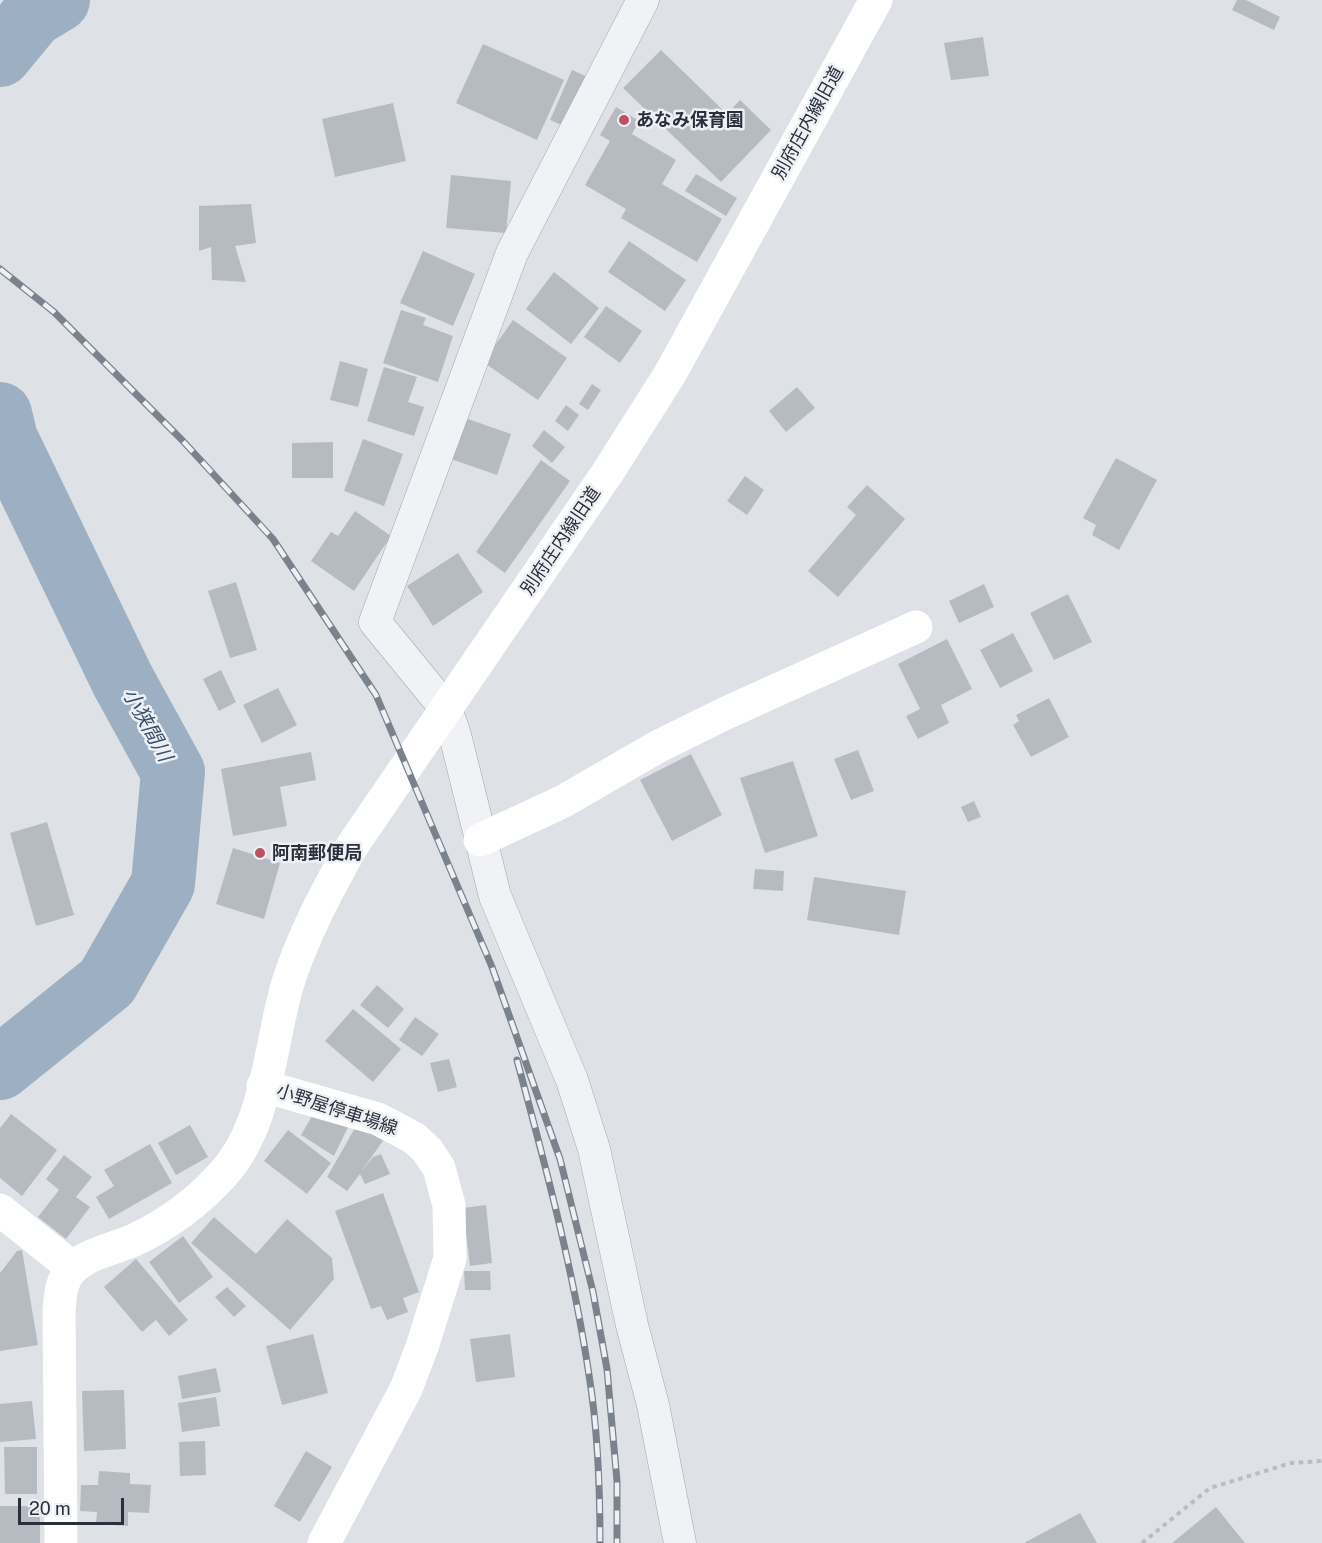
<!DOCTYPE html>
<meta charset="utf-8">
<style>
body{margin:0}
#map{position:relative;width:1322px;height:1543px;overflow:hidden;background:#dee2e6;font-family:"Public Sans",sans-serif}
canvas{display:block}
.scale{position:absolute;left:18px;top:1498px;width:106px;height:27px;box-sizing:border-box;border:3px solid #29303b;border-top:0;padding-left:8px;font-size:18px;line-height:21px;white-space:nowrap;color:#29303b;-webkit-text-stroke:4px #eef0f4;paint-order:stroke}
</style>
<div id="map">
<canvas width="1322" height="1543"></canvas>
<div class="scale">20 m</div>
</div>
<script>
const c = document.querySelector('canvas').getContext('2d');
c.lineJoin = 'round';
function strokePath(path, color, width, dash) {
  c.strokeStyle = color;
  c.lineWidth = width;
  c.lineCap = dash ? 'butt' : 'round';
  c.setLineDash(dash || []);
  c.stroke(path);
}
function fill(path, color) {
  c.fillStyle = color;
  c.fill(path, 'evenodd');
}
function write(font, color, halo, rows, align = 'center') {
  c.font = font + ' "Public Sans","Noto Sans JP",sans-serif';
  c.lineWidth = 5;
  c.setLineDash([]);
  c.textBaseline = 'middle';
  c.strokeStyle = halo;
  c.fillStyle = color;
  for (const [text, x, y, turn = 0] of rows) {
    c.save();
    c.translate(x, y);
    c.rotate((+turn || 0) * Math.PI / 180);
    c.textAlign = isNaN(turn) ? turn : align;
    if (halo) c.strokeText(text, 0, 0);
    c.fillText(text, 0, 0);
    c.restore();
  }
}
const river = new Path2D(`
 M 0,55 L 33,15 L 58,0
 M 0,414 L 6,439 L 123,681 L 173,772 L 163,884 L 107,982 L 0,1068`);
const building = new Path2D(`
 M 1237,0 L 1246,0 L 1280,17 L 1274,30 L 1232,10 Z
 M 983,37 L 989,76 L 951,80 L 944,43 Z
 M 483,44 L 564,80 L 537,140 L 456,103 Z
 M 661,50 L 727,114 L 740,100 L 771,130 L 721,182 L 623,88 Z
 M 572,70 L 590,78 L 568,128 L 550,120 Z
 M 393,103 L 406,161 L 335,177 L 322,119 Z
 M 616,107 L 639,121 L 632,134 L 676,160 L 662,184 L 722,219 L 697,262 L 621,218 L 626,209 L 585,185 L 610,141 L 600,135 Z
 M 696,174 L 737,198 L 726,216 L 685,191 Z
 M 451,175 L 511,181 L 506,233 L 446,228 Z
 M 251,204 L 256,243 L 235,246 L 246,282 L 212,280 L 211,247 L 199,251 L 199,206 Z
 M 629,241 L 686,280 L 665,311 L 608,272 Z
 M 423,251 L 475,274 L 453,326 L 400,303 Z
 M 554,272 L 599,308 L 571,344 L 526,309 Z
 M 606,306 L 642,331 L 620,363 L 584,337 Z
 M 401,310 L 426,318 L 423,325 L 453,336 L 438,382 L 383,363 Z
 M 513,320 L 567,358 L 538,400 L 483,362 Z
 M 340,361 L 368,369 L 358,407 L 330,400 Z
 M 384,367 L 417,377 L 408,402 L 424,407 L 414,436 L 367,421 Z
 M 592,384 L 601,390 L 588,410 L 579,404 Z
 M 797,387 L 815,408 L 786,432 L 769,411 Z
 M 566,405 L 579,415 L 568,431 L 555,421 Z
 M 465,418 L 511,434 L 497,475 L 451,459 Z
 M 544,430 L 565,447 L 552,463 L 532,446 Z
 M 363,439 L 403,454 L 384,506 L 344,491 Z
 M 333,442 L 333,478 L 292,478 L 292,443 Z
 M 1116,458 L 1157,480 L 1119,550 L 1092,535 L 1096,525 L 1083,518 Z
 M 541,460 L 570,481 L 505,573 L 476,552 Z
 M 745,476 L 764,490 L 747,515 L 727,501 Z
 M 867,485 L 905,519 L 838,597 L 808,571 L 856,515 L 847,507 Z
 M 355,511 L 391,536 L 354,591 L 311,561 L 331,532 L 338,536 Z
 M 458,553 L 483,592 L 433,626 L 407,586 Z
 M 236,582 L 257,650 L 230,658 L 208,591 Z
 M 984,584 L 994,607 L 959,623 L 949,601 Z
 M 1068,594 L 1092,642 L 1054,660 L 1030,613 Z
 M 1013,633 L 1033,671 L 1000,688 L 980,650 Z
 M 947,639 L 972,689 L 941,705 L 949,723 L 918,739 L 906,716 L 920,709 L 898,664 Z
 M 221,670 L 236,702 L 219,711 L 203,679 Z
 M 278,688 L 297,725 L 262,743 L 243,705 Z
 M 1049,698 L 1069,737 L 1031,757 L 1013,725 L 1019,721 L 1016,715 Z
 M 858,750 L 874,791 L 851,800 L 834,759 Z
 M 311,752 L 316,780 L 280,787 L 287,826 L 233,836 L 221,769 Z
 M 691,754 L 722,815 L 672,841 L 640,780 Z
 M 793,761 L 818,836 L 765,853 L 740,778 Z
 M 974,801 L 981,817 L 968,822 L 961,807 Z
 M 47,822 L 74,915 L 36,926 L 10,833 Z
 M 233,848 L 280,863 L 264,919 L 216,904 Z
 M 755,869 L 784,871 L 783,891 L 753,889 Z
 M 814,877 L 906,891 L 899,935 L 807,920 Z
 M 377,985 L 404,1009 L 388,1028 L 360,1005 Z
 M 353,1009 L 401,1049 L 373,1082 L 325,1041 Z
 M 415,1017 L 439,1034 L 422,1056 L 399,1040 Z
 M 449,1059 L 457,1087 L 438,1092 L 430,1063 Z
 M 315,1111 L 351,1121 L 334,1156 L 301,1135 Z
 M 11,1114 L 57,1150 L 22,1196 L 0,1178 L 0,1128 Z
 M 359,1121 L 387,1135 L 361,1172 L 373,1157 L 381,1154 L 390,1174 L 365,1184 L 360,1174 L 347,1191 L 327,1177 Z
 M 190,1125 L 208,1157 L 176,1175 L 158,1143 Z
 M 288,1130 L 331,1163 L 307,1194 L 264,1161 Z
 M 150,1144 L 172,1183 L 109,1219 L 96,1197 L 114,1186 L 104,1170 Z
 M 64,1155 L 92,1177 L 76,1197 L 90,1207 L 66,1239 L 38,1217 L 59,1190 L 46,1179 Z
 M 383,1193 L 419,1292 L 403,1298 L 408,1312 L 387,1320 L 381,1306 L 371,1309 L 335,1211 Z
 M 486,1205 L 492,1263 L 470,1266 L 463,1208 Z
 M 214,1217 L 256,1254 L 287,1219 L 332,1258 L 334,1279 L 290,1330 L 191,1243 Z
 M 183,1236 L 213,1277 L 179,1303 L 149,1262 Z
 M 22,1250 L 38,1345 L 0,1351 L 0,1273 L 17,1251 Z
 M 136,1259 L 188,1320 L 169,1336 L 156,1320 L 142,1332 L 104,1287 Z
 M 464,1271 L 490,1271 L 491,1290 L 465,1290 Z
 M 227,1287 L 246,1306 L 234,1317 L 215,1297 Z
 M 313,1334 L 328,1393 L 282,1405 L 266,1346 Z
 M 510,1334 L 515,1377 L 476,1382 L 470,1339 Z
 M 216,1368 L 221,1392 L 182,1399 L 178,1376 Z
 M 124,1390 L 126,1449 L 84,1451 L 82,1391 Z
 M 216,1397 L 220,1426 L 182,1432 L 178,1403 Z
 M 32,1401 L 36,1439 L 0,1442 L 0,1404 Z
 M 205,1441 L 206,1475 L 180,1476 L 179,1442 Z
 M 4,1447 L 37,1447 L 37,1494 L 5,1494 Z
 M 306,1451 L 332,1467 L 300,1522 L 274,1506 Z
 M 99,1471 L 130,1473 L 130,1484 L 151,1485 L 149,1513 L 128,1512 L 128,1526 L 96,1524 L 97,1512 L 80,1511 L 81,1485 L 98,1485 Z
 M 0,1506 L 40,1506 L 40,1543 L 0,1543 Z
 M 1216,1507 L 1245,1543 L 1172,1543 Z
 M 1080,1513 L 1097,1543 L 1024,1543 Z`);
const path = new Path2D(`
 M 1142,1543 L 1210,1488 L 1291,1463 L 1322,1461`);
const street = new Path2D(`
 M 643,0 L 512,253 L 375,622 L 446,709 L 455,735 L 495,896 L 572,1080 L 594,1149 L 632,1325 L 653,1405 L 680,1543`);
const secondary = new Path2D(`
 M 480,840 L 562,802 L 659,746 L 726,713 L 916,627
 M 263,1086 L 378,1119 L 414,1138 L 427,1150 L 439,1168 L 449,1205 L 450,1258 L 422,1347 L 406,1389 L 324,1543
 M 0,1210 L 73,1268
 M 61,1543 L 59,1311 C 60,1296 61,1280 72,1269 C 88,1253 114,1249 134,1240 C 169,1224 198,1202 224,1173 C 267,1125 270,1046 287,986 C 302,937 327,891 352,846 L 608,472 L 670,374 L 876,0`);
const rail = new Path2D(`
 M 0,269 L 54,312 L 182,440 L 273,539 L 376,695 L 492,967 L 560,1159 L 593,1292 L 607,1369 L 617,1481 L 617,1543
 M 517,1060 C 545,1164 573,1268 589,1375 C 598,1430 600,1487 600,1543`);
const markers = [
 [624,120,6,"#be5064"],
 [260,853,6,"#be5064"]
];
const poiNames = [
 ["あなみ保育園",636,120],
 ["阿南郵便局",272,853]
];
const streetNames = [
 ["別府庄内線旧道",808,123,-61],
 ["別府庄内線旧道",561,541,-56],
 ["小野屋停車場線",337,1110,18]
];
const waterNames = [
 ["小狭間川",147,725,61]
];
strokePath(river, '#9db0c3', 64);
fill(building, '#b6bbc2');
strokePath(street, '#a4a9af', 33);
strokePath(path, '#b9bcc1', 4, [4.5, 4.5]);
strokePath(street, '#f1f2f5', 32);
strokePath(secondary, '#fff', 33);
strokePath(rail, '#7a828e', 7);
strokePath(rail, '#eef0f4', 4.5, [14]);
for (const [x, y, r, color] of markers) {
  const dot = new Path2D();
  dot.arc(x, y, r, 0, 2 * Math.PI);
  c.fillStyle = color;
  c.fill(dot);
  strokePath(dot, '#eef0f4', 2);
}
write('bold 18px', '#29303b', '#eef0f4', poiNames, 'left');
write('18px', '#29303b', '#eef0f4', streetNames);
write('italic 20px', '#38506b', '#eef0f4', waterNames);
</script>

════════

» **Required work**: From the records above, reproduce exactly the lines from the one with "M 517,1060 C" to the one with "strokePath(dot, '#eef0f4', 2);", both included, and no others.

» **Answer box**:
 M 517,1060 C 545,1164 573,1268 589,1375 C 598,1430 600,1487 600,1543`);
const markers = [
 [624,120,6,"#be5064"],
 [260,853,6,"#be5064"]
];
const poiNames = [
 ["あなみ保育園",636,120],
 ["阿南郵便局",272,853]
];
const streetNames = [
 ["別府庄内線旧道",808,123,-61],
 ["別府庄内線旧道",561,541,-56],
 ["小野屋停車場線",337,1110,18]
];
const waterNames = [
 ["小狭間川",147,725,61]
];
strokePath(river, '#9db0c3', 64);
fill(building, '#b6bbc2');
strokePath(street, '#a4a9af', 33);
strokePath(path, '#b9bcc1', 4, [4.5, 4.5]);
strokePath(street, '#f1f2f5', 32);
strokePath(secondary, '#fff', 33);
strokePath(rail, '#7a828e', 7);
strokePath(rail, '#eef0f4', 4.5, [14]);
for (const [x, y, r, color] of markers) {
  const dot = new Path2D();
  dot.arc(x, y, r, 0, 2 * Math.PI);
  c.fillStyle = color;
  c.fill(dot);
  strokePath(dot, '#eef0f4', 2);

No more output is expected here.